Work item -> Below are records. Count every line containing the word "BOURDILLON" and give the number alone.
**** Data shown
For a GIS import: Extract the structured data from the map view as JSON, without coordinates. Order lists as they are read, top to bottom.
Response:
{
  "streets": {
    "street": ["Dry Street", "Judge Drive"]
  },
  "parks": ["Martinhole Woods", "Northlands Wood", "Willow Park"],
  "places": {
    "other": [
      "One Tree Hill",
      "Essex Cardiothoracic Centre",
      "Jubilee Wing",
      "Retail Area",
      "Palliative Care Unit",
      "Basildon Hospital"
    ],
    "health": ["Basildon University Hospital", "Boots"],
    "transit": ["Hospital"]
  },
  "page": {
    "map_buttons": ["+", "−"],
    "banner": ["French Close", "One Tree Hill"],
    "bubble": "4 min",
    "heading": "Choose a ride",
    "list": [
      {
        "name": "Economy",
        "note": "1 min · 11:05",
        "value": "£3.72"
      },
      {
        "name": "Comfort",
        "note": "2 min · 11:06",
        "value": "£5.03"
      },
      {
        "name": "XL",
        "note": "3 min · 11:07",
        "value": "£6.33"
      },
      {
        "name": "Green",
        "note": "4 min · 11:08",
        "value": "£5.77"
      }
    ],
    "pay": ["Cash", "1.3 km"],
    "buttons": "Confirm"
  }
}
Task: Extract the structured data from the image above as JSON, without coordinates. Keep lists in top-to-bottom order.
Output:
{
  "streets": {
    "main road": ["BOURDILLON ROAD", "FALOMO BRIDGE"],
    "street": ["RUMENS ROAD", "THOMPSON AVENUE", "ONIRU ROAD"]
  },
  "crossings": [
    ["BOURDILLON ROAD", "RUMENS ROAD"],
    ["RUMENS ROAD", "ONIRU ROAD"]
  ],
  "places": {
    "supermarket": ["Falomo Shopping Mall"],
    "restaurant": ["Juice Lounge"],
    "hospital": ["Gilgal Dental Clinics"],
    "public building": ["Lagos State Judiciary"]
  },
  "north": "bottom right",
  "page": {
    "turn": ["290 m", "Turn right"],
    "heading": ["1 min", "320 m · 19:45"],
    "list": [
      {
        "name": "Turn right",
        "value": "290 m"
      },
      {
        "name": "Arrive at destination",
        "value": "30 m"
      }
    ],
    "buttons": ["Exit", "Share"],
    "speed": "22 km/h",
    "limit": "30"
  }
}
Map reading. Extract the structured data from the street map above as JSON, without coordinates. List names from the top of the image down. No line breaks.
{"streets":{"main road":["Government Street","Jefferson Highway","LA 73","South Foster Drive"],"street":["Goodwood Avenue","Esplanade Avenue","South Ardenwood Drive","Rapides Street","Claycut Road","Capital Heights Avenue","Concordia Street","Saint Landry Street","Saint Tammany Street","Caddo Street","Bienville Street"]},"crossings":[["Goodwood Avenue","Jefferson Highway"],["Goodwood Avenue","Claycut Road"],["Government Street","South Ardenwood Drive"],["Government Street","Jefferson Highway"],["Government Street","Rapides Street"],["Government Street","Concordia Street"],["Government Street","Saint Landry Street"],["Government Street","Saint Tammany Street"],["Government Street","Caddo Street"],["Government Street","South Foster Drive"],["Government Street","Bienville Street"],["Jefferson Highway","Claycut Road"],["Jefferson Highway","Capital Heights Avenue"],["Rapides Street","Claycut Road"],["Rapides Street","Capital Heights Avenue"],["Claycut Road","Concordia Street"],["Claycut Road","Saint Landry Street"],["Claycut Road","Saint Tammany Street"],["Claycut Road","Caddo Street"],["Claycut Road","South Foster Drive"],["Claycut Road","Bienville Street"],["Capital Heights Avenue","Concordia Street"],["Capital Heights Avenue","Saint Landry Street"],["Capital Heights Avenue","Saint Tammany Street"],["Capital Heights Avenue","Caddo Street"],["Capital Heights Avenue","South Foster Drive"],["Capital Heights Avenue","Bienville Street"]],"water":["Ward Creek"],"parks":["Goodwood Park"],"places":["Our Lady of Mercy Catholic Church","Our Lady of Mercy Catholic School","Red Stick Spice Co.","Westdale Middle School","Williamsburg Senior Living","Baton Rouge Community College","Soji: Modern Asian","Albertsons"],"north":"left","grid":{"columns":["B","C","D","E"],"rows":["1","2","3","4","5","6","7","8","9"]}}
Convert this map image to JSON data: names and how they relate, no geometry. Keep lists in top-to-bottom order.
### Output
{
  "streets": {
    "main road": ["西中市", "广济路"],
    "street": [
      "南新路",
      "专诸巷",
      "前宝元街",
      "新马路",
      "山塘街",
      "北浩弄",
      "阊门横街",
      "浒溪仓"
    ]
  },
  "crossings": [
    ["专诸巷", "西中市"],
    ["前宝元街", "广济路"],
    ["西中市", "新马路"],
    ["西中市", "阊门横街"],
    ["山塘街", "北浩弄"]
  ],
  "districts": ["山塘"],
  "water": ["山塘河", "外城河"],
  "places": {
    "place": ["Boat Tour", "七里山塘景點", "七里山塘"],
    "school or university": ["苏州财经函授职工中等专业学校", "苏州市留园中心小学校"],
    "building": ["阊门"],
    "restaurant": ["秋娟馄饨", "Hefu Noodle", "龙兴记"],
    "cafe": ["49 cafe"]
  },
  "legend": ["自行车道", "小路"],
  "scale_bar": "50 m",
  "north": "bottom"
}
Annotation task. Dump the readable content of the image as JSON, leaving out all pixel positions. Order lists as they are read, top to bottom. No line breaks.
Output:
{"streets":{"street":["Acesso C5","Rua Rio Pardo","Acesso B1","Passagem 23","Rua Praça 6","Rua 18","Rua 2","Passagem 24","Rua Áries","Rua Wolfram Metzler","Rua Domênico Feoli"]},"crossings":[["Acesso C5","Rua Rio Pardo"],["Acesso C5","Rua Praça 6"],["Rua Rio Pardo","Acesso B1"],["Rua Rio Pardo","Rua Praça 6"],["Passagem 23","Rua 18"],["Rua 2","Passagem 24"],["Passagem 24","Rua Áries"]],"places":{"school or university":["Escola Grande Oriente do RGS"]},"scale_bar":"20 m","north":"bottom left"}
********
Written reply -> 2